The mitochondrial chromosome carries its genetic information in a very compact form, for example there are no introns in the genes. Therefore any mutation has a high chance of having an effect. However as every cell contains hundreds of mitochondria, a single altered mitochondrial genome will not be noticed. As mitochondria divide there is a statistical likelihood that there will be more mutated mitochondria and at some point this will give rise to a mitochondrial disease. Most mitochondrial diseases are myopathies and neuropathies with a maternal pattern of inheritance. Many syndromes have been described, including myoclonic epilepsy with ragged red fibres (MERRF) and mitochondrial encephalomyopathy, lactic acidosis and stroke-like episodes (MELAS). Leber’s optic atrophy, with late onset bilateral loss of central vision and cardiac arrhythmias, is an example of a mitochondrial disease caused by a point mutation in one gene.
SINGLE GENE DEFECTS
Mendelian and sex-linked single gene disorders Monogenetic disorders involving single genes can be inherited as dominant, recessive or sex-linked characteristics. Inheritance occurs according to simple Mendelian laws making predictions of disease in offspring and therefore genetic counselling more straightforward.
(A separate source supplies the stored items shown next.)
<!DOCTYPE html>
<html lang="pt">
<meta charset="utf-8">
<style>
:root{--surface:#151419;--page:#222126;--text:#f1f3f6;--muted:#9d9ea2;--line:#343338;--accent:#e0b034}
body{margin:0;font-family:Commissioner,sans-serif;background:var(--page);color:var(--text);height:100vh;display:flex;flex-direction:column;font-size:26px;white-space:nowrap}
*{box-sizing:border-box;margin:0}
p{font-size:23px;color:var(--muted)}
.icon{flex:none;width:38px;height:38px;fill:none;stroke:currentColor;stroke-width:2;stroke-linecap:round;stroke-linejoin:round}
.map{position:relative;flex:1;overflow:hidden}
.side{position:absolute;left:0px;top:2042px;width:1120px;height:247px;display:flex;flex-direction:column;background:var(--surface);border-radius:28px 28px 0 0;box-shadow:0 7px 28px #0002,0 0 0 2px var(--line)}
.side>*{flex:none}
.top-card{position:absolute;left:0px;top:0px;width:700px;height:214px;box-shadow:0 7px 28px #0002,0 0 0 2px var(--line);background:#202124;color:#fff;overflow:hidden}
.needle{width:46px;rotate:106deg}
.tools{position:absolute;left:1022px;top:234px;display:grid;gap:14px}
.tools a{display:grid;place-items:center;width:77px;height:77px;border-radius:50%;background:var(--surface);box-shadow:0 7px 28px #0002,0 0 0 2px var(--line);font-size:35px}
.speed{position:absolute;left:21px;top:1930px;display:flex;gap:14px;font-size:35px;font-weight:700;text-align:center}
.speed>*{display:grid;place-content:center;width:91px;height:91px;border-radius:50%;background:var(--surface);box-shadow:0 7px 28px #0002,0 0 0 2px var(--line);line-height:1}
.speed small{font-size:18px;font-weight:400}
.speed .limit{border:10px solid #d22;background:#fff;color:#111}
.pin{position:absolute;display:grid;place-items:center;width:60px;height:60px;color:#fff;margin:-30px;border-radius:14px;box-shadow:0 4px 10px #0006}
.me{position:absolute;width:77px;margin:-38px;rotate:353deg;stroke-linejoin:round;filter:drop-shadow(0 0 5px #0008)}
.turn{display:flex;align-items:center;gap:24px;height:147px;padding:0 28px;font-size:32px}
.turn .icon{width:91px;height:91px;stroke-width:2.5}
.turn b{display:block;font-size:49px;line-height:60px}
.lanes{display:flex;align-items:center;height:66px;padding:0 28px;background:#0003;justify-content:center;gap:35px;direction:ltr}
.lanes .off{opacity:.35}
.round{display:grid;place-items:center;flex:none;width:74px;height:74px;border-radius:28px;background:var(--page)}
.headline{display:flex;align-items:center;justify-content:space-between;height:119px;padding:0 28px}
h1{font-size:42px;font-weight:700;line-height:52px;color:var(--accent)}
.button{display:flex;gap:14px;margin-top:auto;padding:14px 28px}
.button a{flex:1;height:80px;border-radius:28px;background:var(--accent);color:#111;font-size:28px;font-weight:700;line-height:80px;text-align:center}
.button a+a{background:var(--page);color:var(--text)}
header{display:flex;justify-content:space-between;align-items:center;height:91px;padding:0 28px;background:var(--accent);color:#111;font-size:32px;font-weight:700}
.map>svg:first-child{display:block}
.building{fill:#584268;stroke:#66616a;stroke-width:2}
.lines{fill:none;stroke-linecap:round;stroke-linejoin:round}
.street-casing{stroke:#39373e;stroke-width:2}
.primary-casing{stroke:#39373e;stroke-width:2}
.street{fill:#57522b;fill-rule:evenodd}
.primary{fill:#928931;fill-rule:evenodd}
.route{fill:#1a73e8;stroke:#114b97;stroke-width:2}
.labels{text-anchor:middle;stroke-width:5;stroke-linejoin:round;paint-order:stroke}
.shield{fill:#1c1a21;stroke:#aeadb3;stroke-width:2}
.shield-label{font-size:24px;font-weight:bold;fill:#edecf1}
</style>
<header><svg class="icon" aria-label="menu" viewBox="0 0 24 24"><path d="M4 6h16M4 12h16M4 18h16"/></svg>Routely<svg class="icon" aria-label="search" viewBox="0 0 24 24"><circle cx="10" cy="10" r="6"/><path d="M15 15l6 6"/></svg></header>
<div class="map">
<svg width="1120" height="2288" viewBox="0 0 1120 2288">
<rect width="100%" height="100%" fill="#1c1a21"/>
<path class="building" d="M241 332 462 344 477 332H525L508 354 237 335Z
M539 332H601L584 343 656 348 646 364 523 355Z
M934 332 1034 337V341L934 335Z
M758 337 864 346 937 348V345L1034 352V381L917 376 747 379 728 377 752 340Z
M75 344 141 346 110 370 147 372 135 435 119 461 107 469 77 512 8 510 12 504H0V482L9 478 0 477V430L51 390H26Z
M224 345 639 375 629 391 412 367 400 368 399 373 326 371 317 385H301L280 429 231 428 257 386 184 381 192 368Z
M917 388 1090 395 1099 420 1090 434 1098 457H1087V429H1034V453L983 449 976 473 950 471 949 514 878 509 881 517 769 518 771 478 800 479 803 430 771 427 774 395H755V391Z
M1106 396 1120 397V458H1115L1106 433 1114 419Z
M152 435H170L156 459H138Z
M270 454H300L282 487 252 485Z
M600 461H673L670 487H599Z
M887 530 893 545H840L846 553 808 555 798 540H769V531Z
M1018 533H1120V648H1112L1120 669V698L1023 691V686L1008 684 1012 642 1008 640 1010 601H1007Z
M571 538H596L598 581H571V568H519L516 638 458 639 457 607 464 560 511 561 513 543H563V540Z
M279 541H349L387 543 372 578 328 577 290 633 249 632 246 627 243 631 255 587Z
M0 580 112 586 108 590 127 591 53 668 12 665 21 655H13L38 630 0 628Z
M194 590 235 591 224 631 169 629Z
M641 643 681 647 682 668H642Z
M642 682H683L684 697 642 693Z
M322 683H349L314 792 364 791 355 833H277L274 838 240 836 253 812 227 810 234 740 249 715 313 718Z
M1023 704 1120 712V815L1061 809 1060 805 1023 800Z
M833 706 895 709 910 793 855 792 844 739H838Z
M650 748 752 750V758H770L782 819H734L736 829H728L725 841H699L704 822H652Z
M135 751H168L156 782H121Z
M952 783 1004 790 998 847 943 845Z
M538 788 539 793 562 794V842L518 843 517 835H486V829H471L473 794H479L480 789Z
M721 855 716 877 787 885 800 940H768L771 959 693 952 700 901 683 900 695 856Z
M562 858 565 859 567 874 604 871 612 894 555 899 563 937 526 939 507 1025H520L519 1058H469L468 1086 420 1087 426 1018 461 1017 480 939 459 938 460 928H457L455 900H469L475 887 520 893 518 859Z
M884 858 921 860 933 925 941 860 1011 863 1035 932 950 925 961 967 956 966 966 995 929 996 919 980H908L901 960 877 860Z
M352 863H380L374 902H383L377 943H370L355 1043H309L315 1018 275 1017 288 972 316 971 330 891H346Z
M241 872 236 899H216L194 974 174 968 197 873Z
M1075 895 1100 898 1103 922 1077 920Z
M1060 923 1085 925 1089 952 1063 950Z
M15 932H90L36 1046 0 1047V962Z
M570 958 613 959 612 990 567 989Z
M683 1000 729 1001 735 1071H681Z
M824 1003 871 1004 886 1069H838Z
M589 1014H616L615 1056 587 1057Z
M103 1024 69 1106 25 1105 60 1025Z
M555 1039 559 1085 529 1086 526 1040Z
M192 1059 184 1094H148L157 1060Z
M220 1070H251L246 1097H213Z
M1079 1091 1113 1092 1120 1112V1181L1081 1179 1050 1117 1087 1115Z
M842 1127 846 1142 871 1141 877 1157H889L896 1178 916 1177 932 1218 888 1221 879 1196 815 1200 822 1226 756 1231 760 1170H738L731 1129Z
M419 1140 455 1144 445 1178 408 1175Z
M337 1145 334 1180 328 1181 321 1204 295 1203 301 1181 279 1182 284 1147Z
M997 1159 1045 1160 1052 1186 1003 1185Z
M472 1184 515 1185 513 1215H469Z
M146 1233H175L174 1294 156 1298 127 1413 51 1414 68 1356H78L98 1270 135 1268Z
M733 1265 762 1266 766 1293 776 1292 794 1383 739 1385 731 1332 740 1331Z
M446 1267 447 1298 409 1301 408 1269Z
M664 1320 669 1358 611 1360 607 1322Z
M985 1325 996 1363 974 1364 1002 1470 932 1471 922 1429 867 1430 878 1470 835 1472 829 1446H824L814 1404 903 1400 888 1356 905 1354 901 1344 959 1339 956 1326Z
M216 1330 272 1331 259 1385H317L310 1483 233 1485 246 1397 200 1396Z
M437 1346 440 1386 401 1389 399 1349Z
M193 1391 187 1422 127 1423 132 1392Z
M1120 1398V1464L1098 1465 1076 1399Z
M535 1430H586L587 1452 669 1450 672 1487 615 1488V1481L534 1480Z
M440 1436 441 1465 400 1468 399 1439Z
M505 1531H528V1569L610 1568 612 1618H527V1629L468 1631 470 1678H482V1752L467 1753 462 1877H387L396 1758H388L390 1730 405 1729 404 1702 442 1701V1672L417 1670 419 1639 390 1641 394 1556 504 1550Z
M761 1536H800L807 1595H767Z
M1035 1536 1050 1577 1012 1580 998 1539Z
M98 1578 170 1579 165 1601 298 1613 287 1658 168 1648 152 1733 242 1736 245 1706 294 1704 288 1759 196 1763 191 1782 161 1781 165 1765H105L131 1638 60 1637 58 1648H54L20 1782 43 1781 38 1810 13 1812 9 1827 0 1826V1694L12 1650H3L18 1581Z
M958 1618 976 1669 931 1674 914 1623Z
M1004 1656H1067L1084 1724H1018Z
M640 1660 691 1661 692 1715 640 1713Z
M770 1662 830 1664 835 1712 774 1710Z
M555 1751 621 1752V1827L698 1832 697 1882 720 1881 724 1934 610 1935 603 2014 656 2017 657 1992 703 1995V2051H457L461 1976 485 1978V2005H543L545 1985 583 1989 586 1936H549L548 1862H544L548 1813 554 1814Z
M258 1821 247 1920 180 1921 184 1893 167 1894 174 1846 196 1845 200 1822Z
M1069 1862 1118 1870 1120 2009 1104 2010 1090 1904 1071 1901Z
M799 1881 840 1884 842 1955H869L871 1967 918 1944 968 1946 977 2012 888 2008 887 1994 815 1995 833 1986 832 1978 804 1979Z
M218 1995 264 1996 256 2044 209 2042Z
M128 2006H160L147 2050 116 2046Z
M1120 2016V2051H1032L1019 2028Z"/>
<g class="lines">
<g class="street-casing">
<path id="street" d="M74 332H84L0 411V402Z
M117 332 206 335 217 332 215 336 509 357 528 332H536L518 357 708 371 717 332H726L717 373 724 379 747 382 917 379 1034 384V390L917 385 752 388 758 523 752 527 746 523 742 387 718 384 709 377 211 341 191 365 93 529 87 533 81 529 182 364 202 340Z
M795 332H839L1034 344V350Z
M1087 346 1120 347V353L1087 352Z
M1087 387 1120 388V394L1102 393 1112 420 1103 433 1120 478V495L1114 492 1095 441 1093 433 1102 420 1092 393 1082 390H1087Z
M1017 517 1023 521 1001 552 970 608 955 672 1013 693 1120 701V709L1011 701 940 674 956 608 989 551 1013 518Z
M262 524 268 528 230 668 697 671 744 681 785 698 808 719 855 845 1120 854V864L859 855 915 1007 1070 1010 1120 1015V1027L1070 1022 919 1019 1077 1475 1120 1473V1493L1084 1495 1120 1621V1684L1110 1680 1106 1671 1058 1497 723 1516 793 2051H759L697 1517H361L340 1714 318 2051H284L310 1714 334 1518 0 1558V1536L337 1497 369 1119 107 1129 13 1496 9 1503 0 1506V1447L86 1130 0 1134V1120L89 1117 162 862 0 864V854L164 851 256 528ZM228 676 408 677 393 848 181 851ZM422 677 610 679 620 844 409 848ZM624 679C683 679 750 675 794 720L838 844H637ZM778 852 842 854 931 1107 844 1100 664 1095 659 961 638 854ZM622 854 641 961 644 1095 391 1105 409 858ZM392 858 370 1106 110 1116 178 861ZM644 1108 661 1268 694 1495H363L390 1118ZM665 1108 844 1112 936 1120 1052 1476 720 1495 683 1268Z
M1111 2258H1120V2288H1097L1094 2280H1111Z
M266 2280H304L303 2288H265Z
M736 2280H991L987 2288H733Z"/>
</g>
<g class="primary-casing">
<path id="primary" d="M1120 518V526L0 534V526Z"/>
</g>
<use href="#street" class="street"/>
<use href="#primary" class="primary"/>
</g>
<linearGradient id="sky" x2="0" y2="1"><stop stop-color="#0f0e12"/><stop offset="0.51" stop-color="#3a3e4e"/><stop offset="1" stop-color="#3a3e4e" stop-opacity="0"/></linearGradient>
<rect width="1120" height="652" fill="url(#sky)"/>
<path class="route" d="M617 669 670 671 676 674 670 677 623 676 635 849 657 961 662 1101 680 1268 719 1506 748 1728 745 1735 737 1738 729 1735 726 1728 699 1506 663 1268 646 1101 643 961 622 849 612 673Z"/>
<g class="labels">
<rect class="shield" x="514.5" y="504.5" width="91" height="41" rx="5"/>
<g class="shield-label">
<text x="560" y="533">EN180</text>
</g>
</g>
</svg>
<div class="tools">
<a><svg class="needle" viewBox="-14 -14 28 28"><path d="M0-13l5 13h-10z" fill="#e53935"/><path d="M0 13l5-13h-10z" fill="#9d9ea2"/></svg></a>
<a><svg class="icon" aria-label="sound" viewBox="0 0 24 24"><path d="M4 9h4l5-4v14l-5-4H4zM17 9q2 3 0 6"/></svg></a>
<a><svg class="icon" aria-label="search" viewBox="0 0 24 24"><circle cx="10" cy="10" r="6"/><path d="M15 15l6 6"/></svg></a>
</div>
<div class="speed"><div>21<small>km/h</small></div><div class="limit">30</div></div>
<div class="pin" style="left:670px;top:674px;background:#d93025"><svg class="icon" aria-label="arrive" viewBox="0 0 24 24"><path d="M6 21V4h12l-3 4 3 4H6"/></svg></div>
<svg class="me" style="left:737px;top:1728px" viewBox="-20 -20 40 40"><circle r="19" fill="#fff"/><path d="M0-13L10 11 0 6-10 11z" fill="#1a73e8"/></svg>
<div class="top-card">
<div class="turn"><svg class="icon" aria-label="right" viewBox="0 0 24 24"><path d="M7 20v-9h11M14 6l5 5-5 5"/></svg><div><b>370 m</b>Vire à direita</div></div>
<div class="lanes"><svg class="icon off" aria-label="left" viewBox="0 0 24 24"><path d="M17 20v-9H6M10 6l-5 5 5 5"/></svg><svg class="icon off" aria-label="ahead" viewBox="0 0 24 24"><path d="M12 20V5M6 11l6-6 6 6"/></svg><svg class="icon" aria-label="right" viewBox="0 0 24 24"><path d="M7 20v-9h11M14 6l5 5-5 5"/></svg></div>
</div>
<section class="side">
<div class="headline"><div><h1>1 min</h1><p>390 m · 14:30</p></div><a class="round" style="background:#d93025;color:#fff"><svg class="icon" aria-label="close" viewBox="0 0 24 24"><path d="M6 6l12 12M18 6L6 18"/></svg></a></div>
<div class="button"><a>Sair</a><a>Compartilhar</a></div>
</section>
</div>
Autosomal dominant disorders
Each diploid cell contains two copies of all the autosomes. An autosomal dominant disorder occurs when one of the two copies has a mutation and the protein produced by the normal form of the gene cannot compensate. In this case a ‘heterozygote’ individual who has two different forms (or ‘alleles’) of the same gene will manifest the disease. The offspring of a heterozygote have a 50% chance of inheriting the chromosome carrying the disease allele and therefore also having the disease. However estimation of risk to offspring for counselling families can be difficult because of three factors:
1 These disorders have a great variability in their manifestation. ‘Incomplete penetrance’ may occur if patients have a dominant disorder but it does not manifest itself clinically in them. This gives the appearance of the gene having ‘skipped’ a generation.
2 Dominant traits are extremely variable in severity (variable expression) and a mildly affected parent may have a severely affected child.
3 New cases in a previously unaffected family may be the result of a new mutation. If it is a mutation, the risk of a further affected child is negligible. Most cases of achondroplasia are due to new mutations. The overall incidence of autosomal dominant disorders is 7 per 1000 live births.